> _TASK GOAL_:
Go through the lines below. Copy those with "sans".

> _INFORMATION PROVIDED_:
= = =
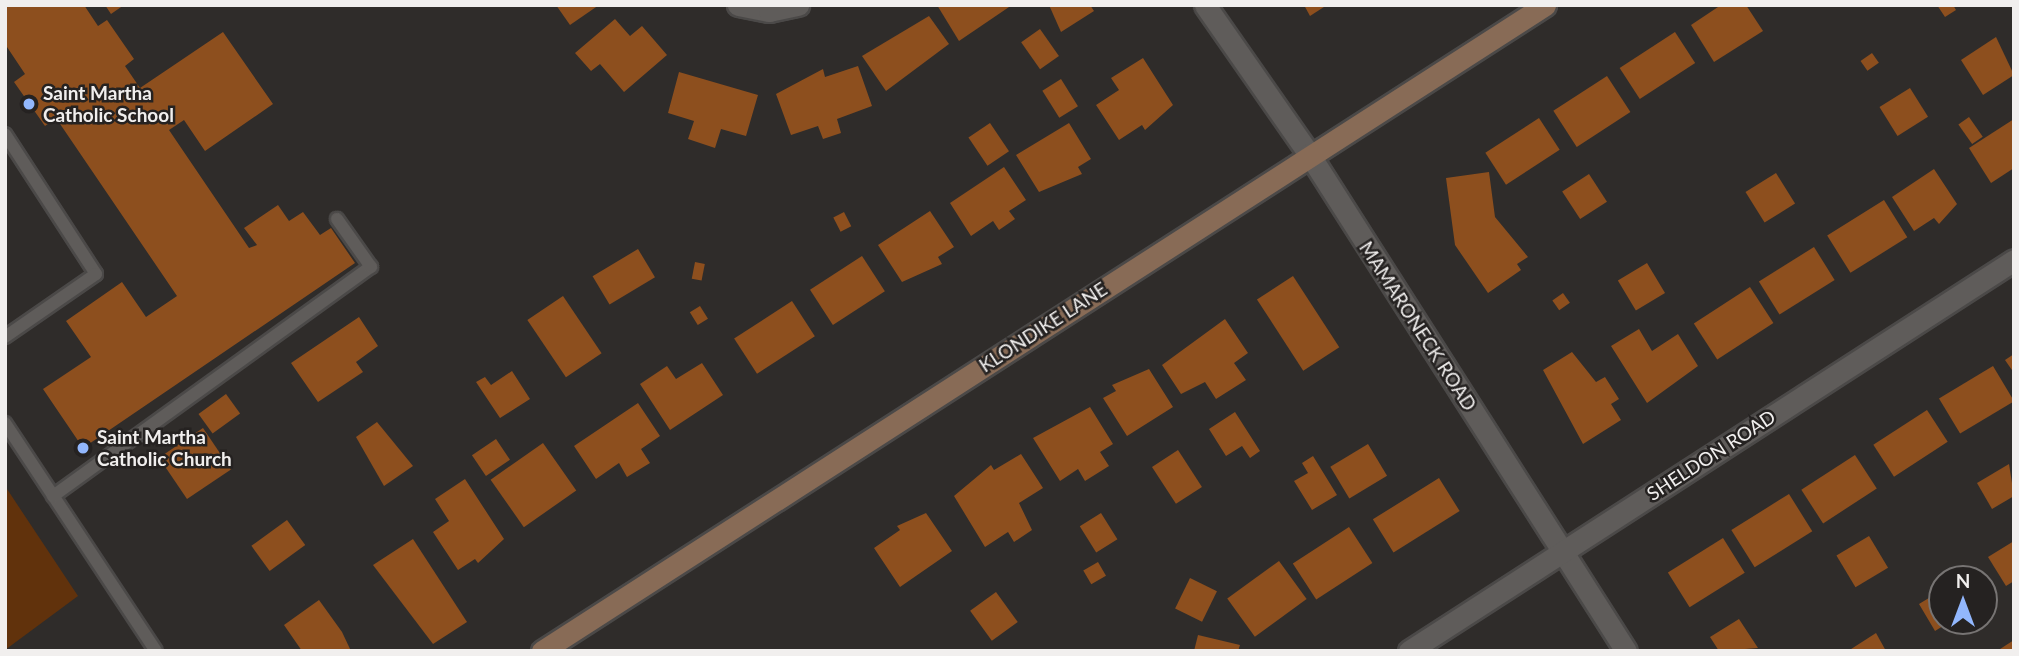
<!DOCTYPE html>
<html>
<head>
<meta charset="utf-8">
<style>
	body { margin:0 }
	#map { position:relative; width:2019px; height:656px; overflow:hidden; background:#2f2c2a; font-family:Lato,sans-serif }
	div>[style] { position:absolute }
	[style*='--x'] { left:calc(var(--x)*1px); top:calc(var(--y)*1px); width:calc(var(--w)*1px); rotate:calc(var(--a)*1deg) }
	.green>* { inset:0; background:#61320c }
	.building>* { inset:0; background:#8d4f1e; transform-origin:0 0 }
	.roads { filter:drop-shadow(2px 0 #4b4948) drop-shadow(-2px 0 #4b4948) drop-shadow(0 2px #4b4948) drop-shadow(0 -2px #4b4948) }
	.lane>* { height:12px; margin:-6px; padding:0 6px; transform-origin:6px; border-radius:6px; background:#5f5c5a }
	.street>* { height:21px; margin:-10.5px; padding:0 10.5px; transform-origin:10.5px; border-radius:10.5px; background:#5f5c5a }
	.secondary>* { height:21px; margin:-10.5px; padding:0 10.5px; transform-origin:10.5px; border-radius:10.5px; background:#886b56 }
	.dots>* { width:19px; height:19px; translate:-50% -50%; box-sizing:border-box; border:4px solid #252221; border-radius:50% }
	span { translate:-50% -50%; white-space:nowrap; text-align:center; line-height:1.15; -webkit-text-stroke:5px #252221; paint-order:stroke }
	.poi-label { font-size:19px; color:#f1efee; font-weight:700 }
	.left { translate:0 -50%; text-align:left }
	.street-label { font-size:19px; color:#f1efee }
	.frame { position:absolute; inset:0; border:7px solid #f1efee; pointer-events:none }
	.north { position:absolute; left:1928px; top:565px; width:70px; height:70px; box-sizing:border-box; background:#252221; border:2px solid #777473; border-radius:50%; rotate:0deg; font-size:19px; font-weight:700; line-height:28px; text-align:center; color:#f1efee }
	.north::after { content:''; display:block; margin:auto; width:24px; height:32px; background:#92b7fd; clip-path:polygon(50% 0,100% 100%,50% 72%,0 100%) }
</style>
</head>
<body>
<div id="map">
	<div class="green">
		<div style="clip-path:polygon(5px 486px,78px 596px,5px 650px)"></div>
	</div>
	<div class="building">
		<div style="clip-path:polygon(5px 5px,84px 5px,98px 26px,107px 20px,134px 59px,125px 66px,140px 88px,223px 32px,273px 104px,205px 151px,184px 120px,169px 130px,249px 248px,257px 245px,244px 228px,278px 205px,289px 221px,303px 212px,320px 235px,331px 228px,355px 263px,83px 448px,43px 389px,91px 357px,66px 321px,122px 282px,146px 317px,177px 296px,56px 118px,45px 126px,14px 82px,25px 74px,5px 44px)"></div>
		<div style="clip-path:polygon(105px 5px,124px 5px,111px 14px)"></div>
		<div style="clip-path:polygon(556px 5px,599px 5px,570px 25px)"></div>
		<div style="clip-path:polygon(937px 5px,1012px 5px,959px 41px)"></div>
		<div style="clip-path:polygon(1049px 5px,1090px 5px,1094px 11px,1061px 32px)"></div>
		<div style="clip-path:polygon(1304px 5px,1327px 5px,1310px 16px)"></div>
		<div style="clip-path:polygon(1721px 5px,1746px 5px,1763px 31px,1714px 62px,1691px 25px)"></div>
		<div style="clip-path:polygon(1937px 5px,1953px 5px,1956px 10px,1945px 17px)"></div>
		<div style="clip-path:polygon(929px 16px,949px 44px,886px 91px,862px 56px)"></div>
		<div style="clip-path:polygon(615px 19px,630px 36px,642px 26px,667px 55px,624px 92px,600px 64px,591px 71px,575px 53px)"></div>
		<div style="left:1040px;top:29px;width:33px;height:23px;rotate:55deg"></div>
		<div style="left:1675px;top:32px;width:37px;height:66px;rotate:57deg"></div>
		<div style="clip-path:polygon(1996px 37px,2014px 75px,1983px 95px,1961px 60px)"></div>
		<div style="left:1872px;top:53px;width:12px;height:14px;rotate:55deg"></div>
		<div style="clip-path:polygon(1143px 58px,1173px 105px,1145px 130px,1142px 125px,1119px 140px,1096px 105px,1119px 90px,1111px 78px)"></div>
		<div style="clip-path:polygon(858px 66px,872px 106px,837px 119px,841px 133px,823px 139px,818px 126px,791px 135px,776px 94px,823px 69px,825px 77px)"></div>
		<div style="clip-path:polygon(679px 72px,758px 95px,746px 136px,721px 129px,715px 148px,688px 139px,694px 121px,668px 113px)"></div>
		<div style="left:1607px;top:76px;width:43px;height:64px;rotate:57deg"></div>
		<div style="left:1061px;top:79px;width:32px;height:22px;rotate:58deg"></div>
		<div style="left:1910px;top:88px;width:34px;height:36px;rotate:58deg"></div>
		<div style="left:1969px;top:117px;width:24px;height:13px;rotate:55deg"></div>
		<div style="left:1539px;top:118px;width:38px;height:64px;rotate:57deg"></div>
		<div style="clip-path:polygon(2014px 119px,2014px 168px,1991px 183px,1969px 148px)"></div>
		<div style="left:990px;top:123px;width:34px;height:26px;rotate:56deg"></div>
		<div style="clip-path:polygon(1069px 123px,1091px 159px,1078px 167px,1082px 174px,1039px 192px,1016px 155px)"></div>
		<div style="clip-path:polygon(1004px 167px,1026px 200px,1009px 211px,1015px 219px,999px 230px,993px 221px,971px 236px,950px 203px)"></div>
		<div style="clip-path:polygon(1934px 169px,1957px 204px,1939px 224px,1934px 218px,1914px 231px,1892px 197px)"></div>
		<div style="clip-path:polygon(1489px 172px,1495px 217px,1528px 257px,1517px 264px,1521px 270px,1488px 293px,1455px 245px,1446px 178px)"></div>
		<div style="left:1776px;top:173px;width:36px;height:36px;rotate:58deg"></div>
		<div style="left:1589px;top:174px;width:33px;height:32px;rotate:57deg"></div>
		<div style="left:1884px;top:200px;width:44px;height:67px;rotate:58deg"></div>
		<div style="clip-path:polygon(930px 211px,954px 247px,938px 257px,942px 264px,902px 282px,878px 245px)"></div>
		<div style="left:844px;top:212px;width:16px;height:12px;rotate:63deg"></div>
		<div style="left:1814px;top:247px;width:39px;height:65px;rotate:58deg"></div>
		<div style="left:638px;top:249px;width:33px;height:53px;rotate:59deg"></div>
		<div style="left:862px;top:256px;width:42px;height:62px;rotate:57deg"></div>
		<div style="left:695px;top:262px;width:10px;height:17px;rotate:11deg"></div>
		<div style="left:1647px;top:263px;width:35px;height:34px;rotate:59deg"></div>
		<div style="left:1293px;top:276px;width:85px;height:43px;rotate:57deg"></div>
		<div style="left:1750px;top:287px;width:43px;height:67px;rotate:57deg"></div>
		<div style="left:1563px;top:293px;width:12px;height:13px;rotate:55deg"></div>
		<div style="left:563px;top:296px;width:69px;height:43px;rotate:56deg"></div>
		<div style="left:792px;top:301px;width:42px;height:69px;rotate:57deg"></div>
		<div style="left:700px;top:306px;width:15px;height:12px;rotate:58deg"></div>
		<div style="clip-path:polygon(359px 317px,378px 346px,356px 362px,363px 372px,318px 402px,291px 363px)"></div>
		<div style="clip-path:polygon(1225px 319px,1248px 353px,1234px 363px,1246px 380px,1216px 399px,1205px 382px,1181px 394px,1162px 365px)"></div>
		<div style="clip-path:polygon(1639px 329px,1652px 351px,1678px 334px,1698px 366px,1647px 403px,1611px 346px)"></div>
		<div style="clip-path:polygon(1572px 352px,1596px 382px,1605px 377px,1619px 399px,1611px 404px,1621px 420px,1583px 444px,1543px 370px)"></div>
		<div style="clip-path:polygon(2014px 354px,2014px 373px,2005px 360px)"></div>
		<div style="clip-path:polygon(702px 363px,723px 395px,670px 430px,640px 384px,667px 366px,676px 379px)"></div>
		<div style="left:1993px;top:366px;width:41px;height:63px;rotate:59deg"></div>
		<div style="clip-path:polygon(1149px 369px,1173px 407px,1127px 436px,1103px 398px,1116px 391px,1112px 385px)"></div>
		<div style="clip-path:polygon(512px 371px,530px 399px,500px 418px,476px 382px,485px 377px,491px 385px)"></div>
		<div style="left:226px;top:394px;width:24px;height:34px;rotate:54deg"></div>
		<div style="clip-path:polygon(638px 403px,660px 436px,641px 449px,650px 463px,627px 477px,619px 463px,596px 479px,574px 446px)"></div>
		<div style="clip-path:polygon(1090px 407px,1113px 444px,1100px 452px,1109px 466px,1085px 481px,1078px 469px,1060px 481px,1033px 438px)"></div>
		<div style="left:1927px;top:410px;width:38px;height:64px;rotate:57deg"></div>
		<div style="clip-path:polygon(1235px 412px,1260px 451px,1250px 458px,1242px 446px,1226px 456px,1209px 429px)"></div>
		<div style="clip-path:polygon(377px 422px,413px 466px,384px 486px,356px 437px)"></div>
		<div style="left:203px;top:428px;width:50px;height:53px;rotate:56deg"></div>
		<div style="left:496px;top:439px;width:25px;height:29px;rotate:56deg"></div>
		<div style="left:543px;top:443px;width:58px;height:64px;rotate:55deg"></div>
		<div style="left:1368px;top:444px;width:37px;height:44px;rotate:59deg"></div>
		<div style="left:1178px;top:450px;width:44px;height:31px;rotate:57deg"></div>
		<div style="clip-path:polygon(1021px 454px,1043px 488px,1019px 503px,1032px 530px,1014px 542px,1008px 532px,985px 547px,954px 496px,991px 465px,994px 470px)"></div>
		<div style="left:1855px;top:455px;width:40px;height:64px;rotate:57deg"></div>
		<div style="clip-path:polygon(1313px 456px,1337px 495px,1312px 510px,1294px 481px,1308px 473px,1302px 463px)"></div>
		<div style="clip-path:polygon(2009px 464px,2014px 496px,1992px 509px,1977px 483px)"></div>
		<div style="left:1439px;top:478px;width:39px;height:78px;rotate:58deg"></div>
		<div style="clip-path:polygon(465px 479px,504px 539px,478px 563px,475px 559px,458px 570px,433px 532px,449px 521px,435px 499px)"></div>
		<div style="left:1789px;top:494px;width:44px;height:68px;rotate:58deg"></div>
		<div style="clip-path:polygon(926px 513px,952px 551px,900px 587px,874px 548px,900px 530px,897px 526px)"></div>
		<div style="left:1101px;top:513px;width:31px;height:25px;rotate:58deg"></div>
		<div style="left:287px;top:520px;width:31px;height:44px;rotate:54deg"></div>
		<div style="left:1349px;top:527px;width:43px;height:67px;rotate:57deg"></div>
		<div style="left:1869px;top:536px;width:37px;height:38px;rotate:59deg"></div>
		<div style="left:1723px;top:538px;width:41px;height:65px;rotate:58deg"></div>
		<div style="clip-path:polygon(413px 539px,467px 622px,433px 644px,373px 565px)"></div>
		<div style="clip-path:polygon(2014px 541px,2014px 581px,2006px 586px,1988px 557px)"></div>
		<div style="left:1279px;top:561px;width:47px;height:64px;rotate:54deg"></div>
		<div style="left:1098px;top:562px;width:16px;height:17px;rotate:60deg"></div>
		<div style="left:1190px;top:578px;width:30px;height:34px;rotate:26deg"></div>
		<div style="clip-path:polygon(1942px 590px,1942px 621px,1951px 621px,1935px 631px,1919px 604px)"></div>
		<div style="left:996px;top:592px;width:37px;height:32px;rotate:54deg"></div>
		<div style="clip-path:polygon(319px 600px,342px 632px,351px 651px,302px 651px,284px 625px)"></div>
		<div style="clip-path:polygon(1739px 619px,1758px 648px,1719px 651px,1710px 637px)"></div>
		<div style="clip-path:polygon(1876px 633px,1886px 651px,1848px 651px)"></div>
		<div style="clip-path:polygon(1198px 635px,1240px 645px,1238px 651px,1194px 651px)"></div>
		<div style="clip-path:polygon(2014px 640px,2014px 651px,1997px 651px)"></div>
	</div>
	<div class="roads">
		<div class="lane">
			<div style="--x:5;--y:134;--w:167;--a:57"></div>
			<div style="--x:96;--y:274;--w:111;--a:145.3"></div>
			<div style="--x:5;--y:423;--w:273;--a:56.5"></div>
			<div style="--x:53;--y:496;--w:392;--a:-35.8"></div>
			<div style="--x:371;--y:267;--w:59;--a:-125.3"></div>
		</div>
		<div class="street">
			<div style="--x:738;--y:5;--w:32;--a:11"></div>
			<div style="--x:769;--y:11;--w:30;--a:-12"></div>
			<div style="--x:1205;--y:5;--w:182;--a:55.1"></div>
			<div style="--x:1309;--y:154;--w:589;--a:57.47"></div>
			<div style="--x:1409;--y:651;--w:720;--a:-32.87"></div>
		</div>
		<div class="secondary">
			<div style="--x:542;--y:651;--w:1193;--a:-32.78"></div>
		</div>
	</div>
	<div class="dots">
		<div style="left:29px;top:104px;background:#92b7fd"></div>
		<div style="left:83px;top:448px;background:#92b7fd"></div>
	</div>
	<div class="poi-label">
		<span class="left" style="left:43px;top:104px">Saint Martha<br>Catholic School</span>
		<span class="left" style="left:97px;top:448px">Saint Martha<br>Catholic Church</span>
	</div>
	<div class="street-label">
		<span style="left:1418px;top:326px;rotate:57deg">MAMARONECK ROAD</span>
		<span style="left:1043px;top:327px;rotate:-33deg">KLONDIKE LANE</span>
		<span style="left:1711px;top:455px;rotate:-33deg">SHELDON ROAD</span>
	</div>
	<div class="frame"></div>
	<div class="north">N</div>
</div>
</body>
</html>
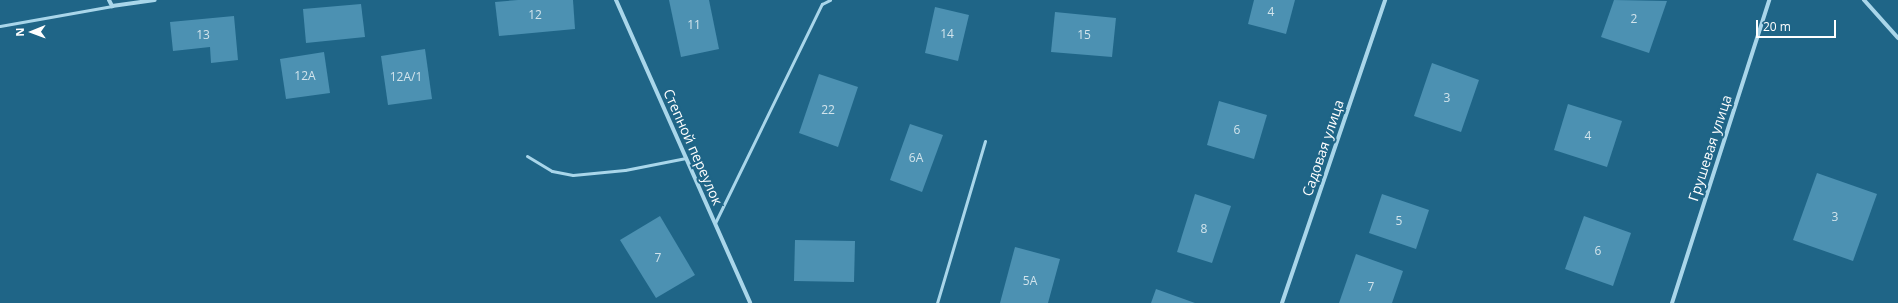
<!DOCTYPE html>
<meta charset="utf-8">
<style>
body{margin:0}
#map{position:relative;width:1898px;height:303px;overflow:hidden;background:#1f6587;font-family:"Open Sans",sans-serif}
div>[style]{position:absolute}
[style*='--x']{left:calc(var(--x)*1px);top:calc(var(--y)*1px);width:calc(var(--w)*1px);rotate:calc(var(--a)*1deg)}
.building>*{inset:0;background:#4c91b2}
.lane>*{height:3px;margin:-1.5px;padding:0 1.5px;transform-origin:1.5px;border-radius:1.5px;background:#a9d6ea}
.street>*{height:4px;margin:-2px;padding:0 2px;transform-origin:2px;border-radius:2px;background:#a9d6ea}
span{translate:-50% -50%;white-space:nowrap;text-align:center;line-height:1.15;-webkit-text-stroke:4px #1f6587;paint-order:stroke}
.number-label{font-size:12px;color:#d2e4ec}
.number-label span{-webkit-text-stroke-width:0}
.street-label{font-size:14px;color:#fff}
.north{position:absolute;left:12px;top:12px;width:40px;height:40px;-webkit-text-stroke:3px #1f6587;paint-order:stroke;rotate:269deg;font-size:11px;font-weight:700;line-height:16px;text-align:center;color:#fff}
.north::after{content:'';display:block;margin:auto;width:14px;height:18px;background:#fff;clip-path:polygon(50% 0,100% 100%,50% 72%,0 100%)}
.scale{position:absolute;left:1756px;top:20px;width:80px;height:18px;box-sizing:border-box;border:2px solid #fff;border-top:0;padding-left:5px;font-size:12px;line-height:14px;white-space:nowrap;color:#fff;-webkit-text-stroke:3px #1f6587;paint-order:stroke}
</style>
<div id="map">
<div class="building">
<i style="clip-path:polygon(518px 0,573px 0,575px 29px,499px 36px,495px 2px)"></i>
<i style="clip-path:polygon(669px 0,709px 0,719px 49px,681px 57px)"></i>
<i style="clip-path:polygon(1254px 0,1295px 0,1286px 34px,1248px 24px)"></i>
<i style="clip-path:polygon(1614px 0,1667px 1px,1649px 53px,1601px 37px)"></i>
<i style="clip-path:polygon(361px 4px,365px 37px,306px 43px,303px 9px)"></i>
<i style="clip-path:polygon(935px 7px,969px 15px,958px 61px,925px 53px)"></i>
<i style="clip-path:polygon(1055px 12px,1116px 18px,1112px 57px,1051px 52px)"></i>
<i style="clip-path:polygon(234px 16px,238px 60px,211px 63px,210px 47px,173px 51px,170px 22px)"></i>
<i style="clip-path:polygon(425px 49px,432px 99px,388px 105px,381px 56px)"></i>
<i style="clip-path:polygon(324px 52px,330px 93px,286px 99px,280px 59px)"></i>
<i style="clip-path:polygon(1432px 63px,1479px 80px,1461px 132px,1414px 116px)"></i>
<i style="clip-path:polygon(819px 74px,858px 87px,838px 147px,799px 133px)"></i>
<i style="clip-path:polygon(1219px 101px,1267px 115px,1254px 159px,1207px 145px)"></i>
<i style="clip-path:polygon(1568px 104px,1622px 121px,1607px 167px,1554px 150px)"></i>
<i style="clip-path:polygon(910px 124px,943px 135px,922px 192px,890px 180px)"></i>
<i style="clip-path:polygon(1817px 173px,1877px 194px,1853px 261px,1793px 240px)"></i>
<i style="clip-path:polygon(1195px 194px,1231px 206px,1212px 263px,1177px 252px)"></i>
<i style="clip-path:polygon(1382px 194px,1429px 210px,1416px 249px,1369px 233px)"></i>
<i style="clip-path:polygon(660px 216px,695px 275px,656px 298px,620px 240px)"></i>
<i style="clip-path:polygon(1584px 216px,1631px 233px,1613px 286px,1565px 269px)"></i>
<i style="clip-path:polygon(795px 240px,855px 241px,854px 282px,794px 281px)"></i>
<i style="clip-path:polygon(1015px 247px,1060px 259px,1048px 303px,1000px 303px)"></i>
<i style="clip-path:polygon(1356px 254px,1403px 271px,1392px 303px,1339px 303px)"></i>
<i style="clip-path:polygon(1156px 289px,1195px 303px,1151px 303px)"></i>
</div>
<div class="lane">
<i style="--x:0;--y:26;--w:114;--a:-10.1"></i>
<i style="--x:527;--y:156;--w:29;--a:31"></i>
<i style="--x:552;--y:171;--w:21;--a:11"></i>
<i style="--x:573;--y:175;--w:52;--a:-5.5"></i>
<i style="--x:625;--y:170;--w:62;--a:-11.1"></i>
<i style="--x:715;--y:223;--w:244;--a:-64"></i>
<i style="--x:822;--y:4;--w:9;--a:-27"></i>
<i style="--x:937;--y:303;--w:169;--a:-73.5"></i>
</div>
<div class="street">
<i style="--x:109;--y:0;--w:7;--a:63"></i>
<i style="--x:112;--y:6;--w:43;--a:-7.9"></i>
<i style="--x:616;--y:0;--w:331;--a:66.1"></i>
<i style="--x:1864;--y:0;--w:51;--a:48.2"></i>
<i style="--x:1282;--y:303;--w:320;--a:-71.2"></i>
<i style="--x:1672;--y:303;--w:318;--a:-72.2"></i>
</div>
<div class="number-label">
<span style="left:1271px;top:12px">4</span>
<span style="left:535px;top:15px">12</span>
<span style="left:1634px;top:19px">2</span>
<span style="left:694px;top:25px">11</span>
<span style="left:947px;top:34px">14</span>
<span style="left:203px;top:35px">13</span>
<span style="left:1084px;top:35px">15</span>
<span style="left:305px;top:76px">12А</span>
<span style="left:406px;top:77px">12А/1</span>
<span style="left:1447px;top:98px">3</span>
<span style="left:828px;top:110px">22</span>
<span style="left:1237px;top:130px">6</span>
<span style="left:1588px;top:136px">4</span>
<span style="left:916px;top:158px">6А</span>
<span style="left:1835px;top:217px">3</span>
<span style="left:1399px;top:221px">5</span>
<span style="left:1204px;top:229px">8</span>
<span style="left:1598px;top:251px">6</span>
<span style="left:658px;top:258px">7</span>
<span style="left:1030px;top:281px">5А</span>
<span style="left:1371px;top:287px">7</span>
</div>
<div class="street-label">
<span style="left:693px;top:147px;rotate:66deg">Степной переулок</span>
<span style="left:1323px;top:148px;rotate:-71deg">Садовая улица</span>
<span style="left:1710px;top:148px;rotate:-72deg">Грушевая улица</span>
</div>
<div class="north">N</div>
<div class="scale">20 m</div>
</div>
= = =
> _TASK OUTPUT_:
	#map { position:relative; width:2019px; height:656px; overflow:hidden; background:#2f2c2a; font-family:Lato,sans-serif }
#map{position:relative;width:1898px;height:303px;overflow:hidden;background:#1f6587;font-family:"Open Sans",sans-serif}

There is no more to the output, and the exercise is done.